Wednesday, March 11, 2009

All Quiet... But Not For Long

Happy Wednesday, folks -- as you can see, it's been a bit quiet round these parts, new and old Appointment Days of choice 'round these parts all quiet on the chessboard front, so the time's been right for some early Lenten rest and reflection.

Suffice it to say, it keeps the writing fresh.

That said, no shortage of chatter's come in from on the street about Omaha and St Louis... but nothing more on either until the news is fit to print.

Speaking of timing, it's worth noting that thanks to last weekend's return to daylight savings here in in the States, Roman Noon moves back an hour -- to 7am Eastern/4 Pacific -- until 29 March, when Italy springs its clocks forward... so in case any of the keener news-junkies among us wanted to take advantage of the extra hour's sleep, have at it and know you won't be missing anything while you do.

At that hour tomorrow, however, an unusual papal letter will roll out on the recent firestorm involving the late January de-excommunication of the four bishops of the Society of St Pius X.

Announced by the Holy See Press Office earlier today, elements of the text -- addressed to the bishops of the world -- have already begun to leak:
The pope said the controversy over Bishop Richard Williamson's statements denying the extent of the Holocaust was "a misadventure that was for me unforeseeable" and acknowledged that the Vatican should have paid more attention to information easily available on the Internet, the reports said.

The pope said he was particularly saddened at the reaction of some Catholics who seemed willing to believe he was changing direction on Catholic-Jewish relations and were ready to "strike at me with hostility." He thanked "Jewish friends" who helped clarify the matter and restore a sense of trust.

Excerpts from the letter were published by the Italian daily "Il Foglio" March 11; additional passages were reported on the blog of Andrea Tornielli, who covers the Vatican for the newspaper "Il Giornale." Vatican sources said the reports were generally accurate; the Vatican press office declined comment, but said the papal text would be released March 12.

According to the reports, the pope said his overture to Bishop Williamson and the other three bishops of the Society of St. Pius X was designed to close a wound and bring unity to the church. Instead, he said, "it suddenly appeared as something completely different: as a repudiation of reconciliation between Christians and Jews."

He emphasized that improving Catholic-Jewish relations has been a longstanding personal theological priority.

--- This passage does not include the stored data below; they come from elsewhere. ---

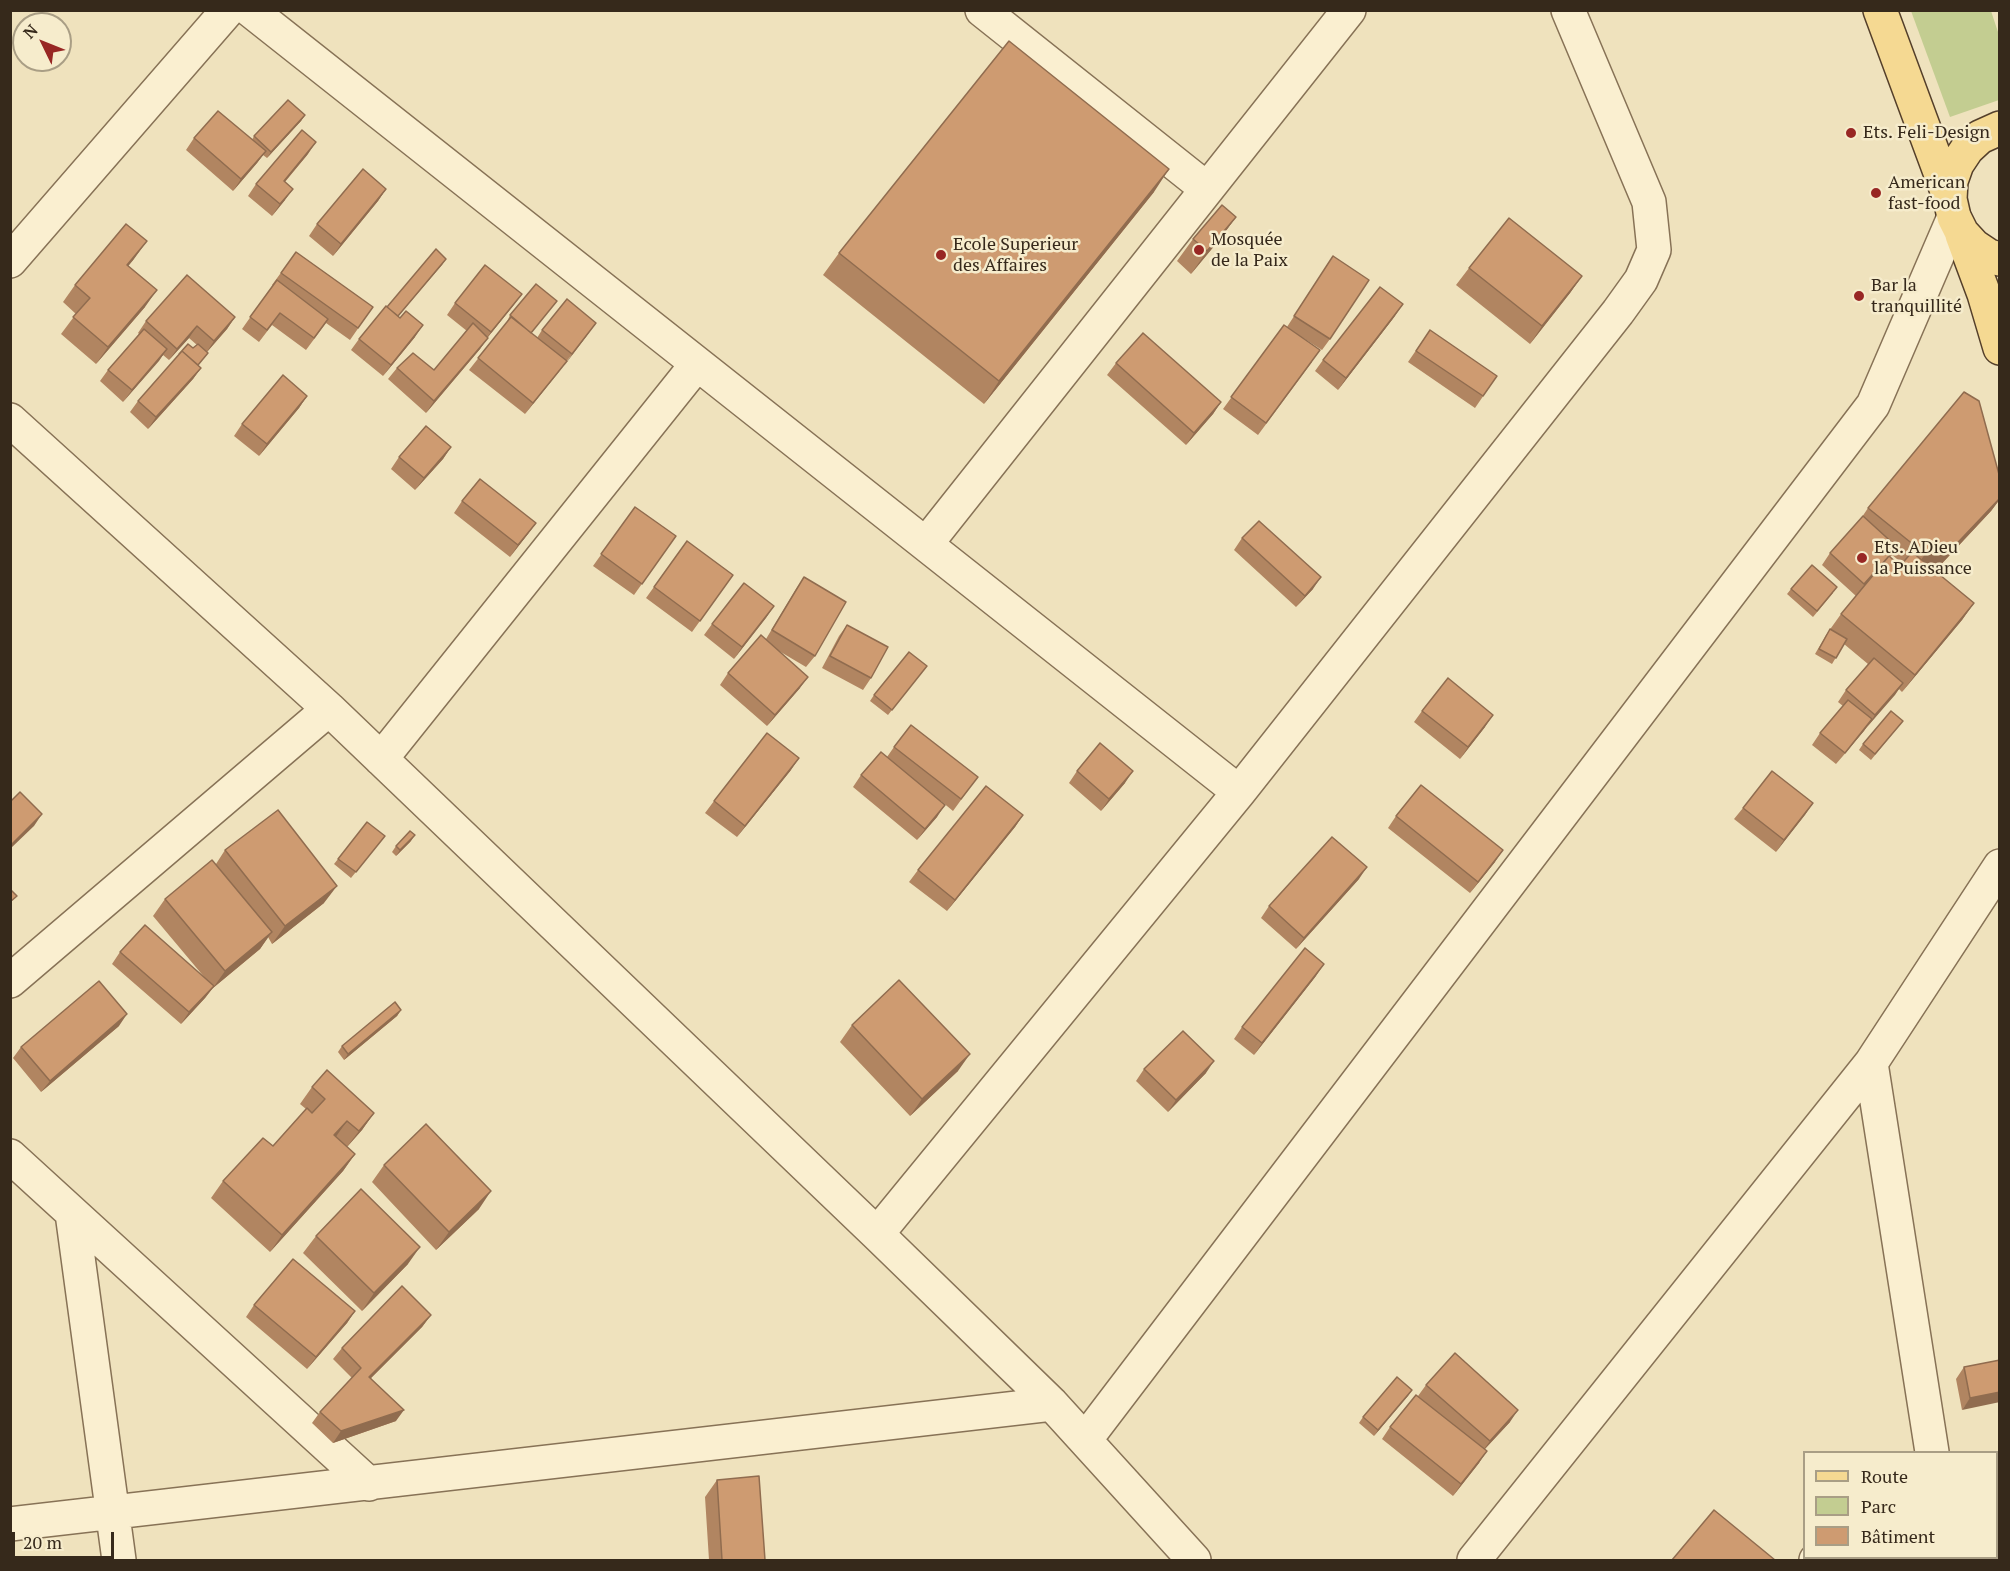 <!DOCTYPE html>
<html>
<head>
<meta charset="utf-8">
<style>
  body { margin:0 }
  #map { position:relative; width:2010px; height:1571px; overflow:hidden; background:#efe2bd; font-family:"PT Serif",serif }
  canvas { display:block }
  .frame { position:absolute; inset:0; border:12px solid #36291b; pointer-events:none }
  .legend { position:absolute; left:1803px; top:1451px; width:195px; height:108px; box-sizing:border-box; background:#f6eccc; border:2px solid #a99e85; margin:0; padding:8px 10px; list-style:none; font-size:18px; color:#36291b }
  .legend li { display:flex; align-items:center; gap:12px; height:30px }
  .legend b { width:30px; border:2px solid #a99e85 }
  .north { position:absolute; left:12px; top:12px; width:60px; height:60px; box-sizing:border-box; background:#f6eccc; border:2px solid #a99e85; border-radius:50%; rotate:313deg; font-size:16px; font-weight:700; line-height:24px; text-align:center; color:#36291b }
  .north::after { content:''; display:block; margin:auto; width:21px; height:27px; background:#982724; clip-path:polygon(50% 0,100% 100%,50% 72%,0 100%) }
  .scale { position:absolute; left:12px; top:1532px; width:102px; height:27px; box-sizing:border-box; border:3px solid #36291b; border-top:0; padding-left:8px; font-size:18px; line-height:21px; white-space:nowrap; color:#36291b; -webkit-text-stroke:4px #f6eccc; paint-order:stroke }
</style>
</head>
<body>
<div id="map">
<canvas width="2010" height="1571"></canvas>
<div class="frame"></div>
<ul class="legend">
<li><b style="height:8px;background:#f5d992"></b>Route</li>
<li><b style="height:16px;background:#c3cd91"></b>Parc</li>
<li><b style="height:16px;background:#ce9b71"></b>Bâtiment</li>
</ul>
<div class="north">N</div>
<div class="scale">20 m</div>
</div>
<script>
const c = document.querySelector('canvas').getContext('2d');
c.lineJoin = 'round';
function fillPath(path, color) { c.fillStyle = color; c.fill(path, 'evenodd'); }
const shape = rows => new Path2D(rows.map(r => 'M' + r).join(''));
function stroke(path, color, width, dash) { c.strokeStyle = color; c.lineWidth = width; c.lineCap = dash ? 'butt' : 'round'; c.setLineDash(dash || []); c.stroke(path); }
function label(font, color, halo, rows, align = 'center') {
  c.font = font + ' "PT Serif",serif'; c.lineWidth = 5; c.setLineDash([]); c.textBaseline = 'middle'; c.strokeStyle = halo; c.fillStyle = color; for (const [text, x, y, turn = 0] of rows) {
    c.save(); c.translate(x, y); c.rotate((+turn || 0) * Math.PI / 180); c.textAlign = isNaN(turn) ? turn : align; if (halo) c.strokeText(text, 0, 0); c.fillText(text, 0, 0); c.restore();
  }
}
fillPath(shape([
  [1911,11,1991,11,1999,35,1999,100,1950,117]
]), '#c3cd91');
const minor = shape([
  [250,10,1239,792],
  [982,10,1207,189],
  [10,261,228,10],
  [10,420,329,709,877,1234,1052,1404,1194,1560],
  [926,544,1349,10],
  [381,759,697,364],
  [10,981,329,709],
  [1871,1063,1932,1452],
  [10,1156,369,1484],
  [72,1213,119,1560],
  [877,1234,1239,792,1618,312,1641,280,1654,250,1649,202,1568,10],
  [1085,1440,1873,405,1954,217],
  [10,1524,1052,1404],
  [1952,1558,1953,1560],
  [1474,1560,1871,1063,2000,866],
  [1816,1560,1819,1558]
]);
const primary = shape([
  [1880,10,1950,199],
  [2000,128,1980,137,1967,149,1957,164,1951,181,1950,199,1954,217,1962,233,1974,246,1989,256,2000,259],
  [1962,235,1984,294,2000,348]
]);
stroke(minor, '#877256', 36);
stroke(primary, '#543f2a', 36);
stroke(minor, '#faefd0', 33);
stroke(primary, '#f5d992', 33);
fillPath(shape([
  [305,115,301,121,267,158,263,155,257,163,233,191,186,150,194,138,252,140,254,136],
  [308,154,285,182,285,200,272,216,248,196,256,184],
  [386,189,378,201,333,256,309,236,317,224],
  [1154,192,984,404,823,275,839,253],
  [1236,217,1220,239,1191,274,1177,261,1193,239],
  [296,252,373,307,350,340,326,323,306,350,272,325,259,342,242,329,273,285,272,285],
  [1333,256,1330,339,1322,350,1303,338,1312,362,1258,435,1223,409,1284,325,1287,327],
  [134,259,128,266,145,307,96,364,61,334,76,314,63,302,75,285],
  [446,259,398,316,415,337,383,376,351,350,359,339,387,307],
  [1469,268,1582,276,1570,293,1530,344,1456,285],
  [522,294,488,337,480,349,426,413,388,379,397,368,434,370,467,331,447,315,455,303],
  [557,301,531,333,537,338,542,330,588,334,525,414,469,370,507,322,510,315],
  [1395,316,1338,390,1315,371,1323,360],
  [235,317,227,329,207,352,208,353,198,365,201,368,193,379,148,429,130,412,138,401,197,345,189,338,169,360,163,355,123,402,100,381,108,370,139,334,138,333,146,321],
  [1430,330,1497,376,1475,408,1408,362],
  [1116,363,1221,402,1213,414,1186,445,1107,375],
  [307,396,299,408,259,456,234,436,242,424],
  [451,447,443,459,415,490,391,469,399,457],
  [2000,478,2000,499,1991,511,1935,571,1974,603,1962,620,1902,692,1899,689,1836,764,1812,745,1820,733,1843,706,1838,702,1846,690,1868,664,1844,644,1832,664,1815,654,1826,635,1841,614,1856,596,1822,565,1830,553,1862,517,1868,508],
  [1892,555,1902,563,1900,566,1890,557],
  [462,501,536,523,510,557,454,513],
  [635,507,676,536,634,595,593,566],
  [1242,538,1313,589,1296,607,1234,550],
  [687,541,733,575,692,632,646,598],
  [804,577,815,656,806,667,779,651,800,688,767,726,720,685,728,673,766,639,796,589],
  [1791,589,1833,593,1813,617,1787,594],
  [774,606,734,659,704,635,712,624],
  [847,625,871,678,863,690,822,668,839,636],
  [922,672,888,715,870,701,874,695],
  [1422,711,1485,727,1460,759,1414,722],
  [1903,721,1871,760,1859,750,1863,744],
  [894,747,969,789,953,811,941,801,937,817,917,840,853,787,861,775,887,757],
  [791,770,737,837,705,813,714,801],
  [1077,771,1125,783,1101,811,1069,783],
  [1813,803,1776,852,1734,819,1743,808],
  [1023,815,1015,827,947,911,909,882,918,870],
  [1396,816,1495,862,1470,893,1388,828],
  [385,836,351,878,334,864,338,859],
  [411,841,396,856,392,852,396,846],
  [225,850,324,903,272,944,268,937,260,949,213,988,205,998,181,1024,112,964,120,952,205,978,153,916,165,899,216,864],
  [1359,879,1296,949,1261,918,1269,906],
  [1316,976,1254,1055,1234,1039,1242,1027],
  [401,1010,397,1016,344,1060,338,1052,342,1046],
  [852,1025,958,1071,910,1116,840,1042],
  [119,1026,41,1092,13,1058,21,1047],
  [1144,1069,1206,1073,1168,1112,1136,1081],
  [312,1087,374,1113,362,1130,347,1147,355,1154,343,1171,270,1252,211,1198,223,1181,273,1146,306,1109,300,1104],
  [384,1165,479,1209,436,1250,372,1182],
  [316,1236,408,1264,362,1311,303,1253],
  [254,1305,355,1311,347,1323,307,1369,246,1317],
  [431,1315,422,1327,371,1378,396,1421,333,1443,312,1423,320,1412,352,1378,333,1359,342,1348],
  [2000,1360,1962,1410,1956,1379,1964,1367],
  [1426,1385,1510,1422,1485,1449,1479,1463,1453,1496,1382,1439,1390,1427,1418,1396],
  [1412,1390,1374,1436,1359,1423,1363,1417],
  [717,1480,765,1560,709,1560,705,1497],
  [2000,1498,2000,1544,1996,1544,1996,1499]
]), '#b18561');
fillPath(shape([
  [305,115,301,121,267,158,271,152],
  [316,142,308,154,276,192,284,181],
  [266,151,257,163,233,191,241,179],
  [1169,169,1154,192,984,404,999,381],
  [293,189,285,200,272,216,280,204],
  [386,189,378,201,333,256,341,244],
  [1236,217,1220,239,1191,274,1207,251],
  [147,241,134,259,115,282,127,265],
  [446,259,442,265,393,322,397,316],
  [1582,276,1570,293,1530,344,1542,326],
  [157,290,145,307,96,364,108,347],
  [522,294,513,306,483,343,491,332],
  [1403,304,1395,316,1338,390,1346,378],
  [235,317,227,329,206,353,214,341],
  [596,323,588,334,564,366,572,354],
  [423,325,415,337,383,376,391,365],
  [197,326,189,338,169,360,177,349],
  [488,338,480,349,426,413,434,401],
  [167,349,159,361,123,402,132,390],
  [567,361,558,373,525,414,533,403],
  [201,368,193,379,148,429,156,417],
  [307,396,299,408,259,456,267,444],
  [1221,402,1213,414,1186,445,1194,433],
  [451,447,443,459,415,490,424,478],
  [2000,498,2000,499,1991,511,1933,573,1913,572,1925,554],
  [536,523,528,534,510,557,518,545],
  [1321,577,1313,589,1296,607,1305,596],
  [1974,603,1962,620,1902,692,1915,675],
  [774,606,766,618,734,659,742,647],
  [808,677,800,688,767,726,775,715],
  [1903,683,1895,695,1867,727,1875,715],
  [1493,715,1485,727,1460,759,1468,747],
  [1872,719,1864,731,1836,764,1845,753],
  [799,758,791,770,737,837,745,826],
  [1133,771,1125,783,1101,811,1109,799],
  [1813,803,1805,815,1776,852,1784,840],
  [945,805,937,817,917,840,925,829],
  [42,814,34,826,10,849,10,846],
  [1023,815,1015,827,947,911,955,900],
  [415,835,411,841,396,856,400,850],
  [1503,850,1495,862,1470,893,1478,882],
  [1367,867,1359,879,1296,949,1304,938],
  [337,886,324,903,272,944,285,926],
  [272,932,260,949,213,988,225,971],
  [1324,964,1316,976,1254,1055,1262,1043],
  [214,986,205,998,181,1024,189,1012],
  [401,1010,397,1016,344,1060,348,1054],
  [127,1014,119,1026,41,1092,50,1081],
  [970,1054,958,1071,910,1116,922,1099],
  [1214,1061,1206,1073,1168,1112,1176,1100],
  [374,1113,362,1130,346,1148,359,1131],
  [347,1121,335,1138,334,1135],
  [355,1154,343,1171,270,1252,282,1235],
  [491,1191,479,1209,436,1250,449,1232],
  [420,1247,408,1264,362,1311,374,1293],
  [355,1311,347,1323,307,1369,316,1357],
  [431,1315,422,1327,361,1388,369,1377],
  [1412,1390,1408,1396,1374,1436,1378,1430],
  [2000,1392,2000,1402,1962,1410,1970,1398],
  [404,1410,396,1421,333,1443,341,1431],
  [1518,1410,1510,1422,1481,1453,1490,1441],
  [1487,1451,1479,1463,1453,1496,1461,1484]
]), '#906c4f');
const building = shape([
  [1009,41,1169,169,999,381,839,253,1009,41],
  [288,100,305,115,271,152,254,136,288,100],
  [218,111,266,151,241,179,194,138,218,111],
  [302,130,316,142,284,181,293,189,280,204,256,184,302,130],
  [363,169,386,189,341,244,317,224,363,169],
  [1222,205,1236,217,1207,251,1193,239,1222,205],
  [1509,218,1582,276,1542,326,1469,268,1509,218],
  [126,224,147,241,127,265,157,290,108,347,73,317,90,298,75,285,126,224],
  [436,249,446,259,398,316,387,307,436,249],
  [296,252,373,307,358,328,281,273,296,252],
  [1333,256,1369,280,1330,339,1294,316,1333,256],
  [485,265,522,294,491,332,455,303,485,265],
  [187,275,235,317,214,341,197,326,177,349,146,321,187,275],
  [277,280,328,319,314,338,280,313,267,330,250,317,277,280],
  [536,284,557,301,531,333,510,315,536,284],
  [1380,287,1403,304,1346,378,1323,360,1380,287],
  [567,299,596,323,572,354,542,330,567,299],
  [386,306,400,318,406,311,423,325,391,365,359,339,386,306],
  [511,317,567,361,533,403,478,358,511,317],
  [473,323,488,338,434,401,397,368,413,353,434,370,473,323],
  [1284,325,1320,350,1266,423,1231,397,1284,325],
  [144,329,167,349,132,390,108,370,144,329],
  [1430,330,1497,376,1483,396,1416,351,1430,330],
  [1143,333,1221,402,1194,433,1116,363,1143,333],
  [188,344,193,348,198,344,208,353,198,365,182,351,179,354,188,344],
  [182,351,201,368,156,417,138,401,182,351],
  [283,375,307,396,267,444,242,424,283,375],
  [1964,392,1979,401,2000,478,2000,498,1945,556,1925,554,1868,508,1964,392],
  [426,426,451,447,424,478,399,457,426,426],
  [480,479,536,523,518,545,462,501,480,479],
  [635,507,676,536,642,584,601,554,635,507],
  [1863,516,1897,547,1864,584,1830,553,1863,516],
  [1259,521,1321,577,1305,596,1242,538,1259,521],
  [687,541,733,575,700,621,654,587,687,541],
  [1912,552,1974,603,1915,675,1841,614,1889,556,1900,566,1912,552],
  [1812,565,1837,587,1817,611,1791,589,1812,565],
  [804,577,846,602,815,656,772,630,804,577],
  [744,583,774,606,742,647,712,624,744,583],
  [847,625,888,647,871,678,830,656,847,625],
  [1830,629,1847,639,1836,658,1819,649,1830,629],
  [761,635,808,677,775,715,728,673,761,635],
  [909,652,927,666,892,710,874,695,909,652],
  [1874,658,1903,683,1875,715,1846,690,1874,658],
  [1448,678,1493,715,1468,747,1422,711,1448,678],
  [1848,700,1872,719,1845,753,1820,733,1848,700],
  [1891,711,1903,721,1875,754,1863,744,1891,711],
  [911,725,978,777,961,799,894,747,911,725],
  [767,733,799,758,745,826,714,801,767,733],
  [1100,743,1133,771,1109,799,1077,771,1100,743],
  [881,752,945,805,925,829,861,775,881,752],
  [1772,771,1813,803,1784,840,1743,808,1772,771],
  [1421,785,1503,850,1478,882,1396,816,1421,785],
  [986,786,1023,815,955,900,918,870,986,786],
  [20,792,42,814,10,846,10,802,20,792],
  [278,810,337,886,285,926,225,850,278,810],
  [367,822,385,836,356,872,338,859,367,822],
  [410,831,415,835,400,850,396,846,410,831],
  [1332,837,1367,867,1304,938,1269,906,1332,837],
  [212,860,272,932,225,971,165,899,212,860],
  [10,889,17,896,10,902,10,889],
  [145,925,214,986,189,1012,120,952,145,925],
  [1305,948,1324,964,1262,1043,1242,1027,1305,948],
  [899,980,970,1054,922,1099,852,1025,899,980],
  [99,981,127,1014,50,1081,21,1047,99,981],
  [395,1002,401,1010,348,1054,342,1046,395,1002],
  [1183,1031,1214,1061,1176,1100,1144,1069,1183,1031],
  [327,1070,374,1113,359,1131,347,1121,334,1135,355,1154,282,1235,223,1181,263,1138,273,1146,307,1108,312,1113,325,1099,312,1087,327,1070],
  [426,1124,491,1191,449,1232,384,1165,426,1124],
  [361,1189,420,1247,374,1293,316,1236,361,1189],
  [293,1259,355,1311,316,1357,254,1305,293,1259],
  [402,1286,431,1315,369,1377,404,1410,341,1431,320,1412,361,1368,342,1348,402,1286],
  [1455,1353,1518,1410,1490,1441,1426,1385,1455,1353],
  [2000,1360,2000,1392,1970,1398,1964,1367,2000,1360],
  [1397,1377,1412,1390,1378,1430,1363,1417,1397,1377],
  [1416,1395,1487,1451,1461,1484,1390,1427,1416,1395],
  [759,1476,765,1560,722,1560,717,1480,759,1476],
  [2000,1498,2000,1514,1996,1502,1996,1499,2000,1498],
  [1714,1510,1775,1560,1672,1560,1714,1510]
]);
fillPath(building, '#ce9b71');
stroke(building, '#906c4f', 1.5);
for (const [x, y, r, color] of [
  [1851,133,6,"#982724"],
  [1876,193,6,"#982724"],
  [1199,250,6,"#982724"],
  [941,255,6,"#982724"],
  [1859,296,6,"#982724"],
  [1862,558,6,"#982724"]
]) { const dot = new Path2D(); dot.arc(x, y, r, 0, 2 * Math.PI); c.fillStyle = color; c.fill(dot); stroke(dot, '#f6eccc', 2); }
label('18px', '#36291b', '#f6eccc', [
  ["Ets. Feli-Design",1863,133],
  ["American",1888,183],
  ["fast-food",1888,204],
  ["Mosquée",1211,240],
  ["de la Paix",1211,261],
  ["Ecole Superieur",953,245],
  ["des Affaires",953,266],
  ["Bar la",1871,286],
  ["tranquillité",1871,307],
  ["Ets. ADieu",1874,548],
  ["la Puissance",1874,569]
], 'left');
</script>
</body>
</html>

As for the Society of St. Pius X, he said the church cannot ignore a community of believers that has 491 priests, 215 seminarians and thousands of faithful.

He emphasized, however, that to reach full communion in the church, the traditionalist society would have to accept the Second Vatican Council.

"One cannot freeze the church's teaching authority at the year 1962," he said, referring to the society's rejection of many of the council's teachings.

At the same time, he said, some defenders of Vatican II need to be reminded that being faithful to the council also means being faithful to the church's entire doctrinal history, without cutting "the roots from which the tree lives."

The pope also said the lifting of the excommunications was not adequately explained and gave rise to misinterpretations about the society's status in the church.

The fact that the Society of St. Pius X has no canonical standing in the church is based on doctrinal, not disciplinary, issues, he said. The society's ministers, even though they have been freed from ecclesial punishment, "do not exercise in a legitimate way any ministry in the church," he said.

According to the reports, the pope said he recognized that upsetting statements have often come from the society's leadership, reflecting pride and arrogance. But he said he has also witnessed "an opening of hearts" among some members.

He said the traditionalist society deserves the same kind of tolerance given to other members in the church.

"Sometimes one has the impression that our society needs at least one group that receives no tolerance and which one can calmly attack with hatred. And if someone -- in this case the pope -- dares to draw close to them, he, too, loses the right to tolerance, and even he can be treated with hatred, without any fear or reserve," he wrote, according to the reports.
The text -- seven pages, according to Tornielli -- will be introduced with an 11.30am briefing in the press office by the "papal spokesman," Jesuit Fr Federico Lombardi.

Likewise tomorrow, Il Riformista's Paolo Rodari reports, B16 could well appoint a new archbishop of Westminster, the church's top post in England and Wales. On Monday, the pontiff will depart Rome for his first trip to Africa -- a much-awaited seven-day trek to Angola and Cameroon.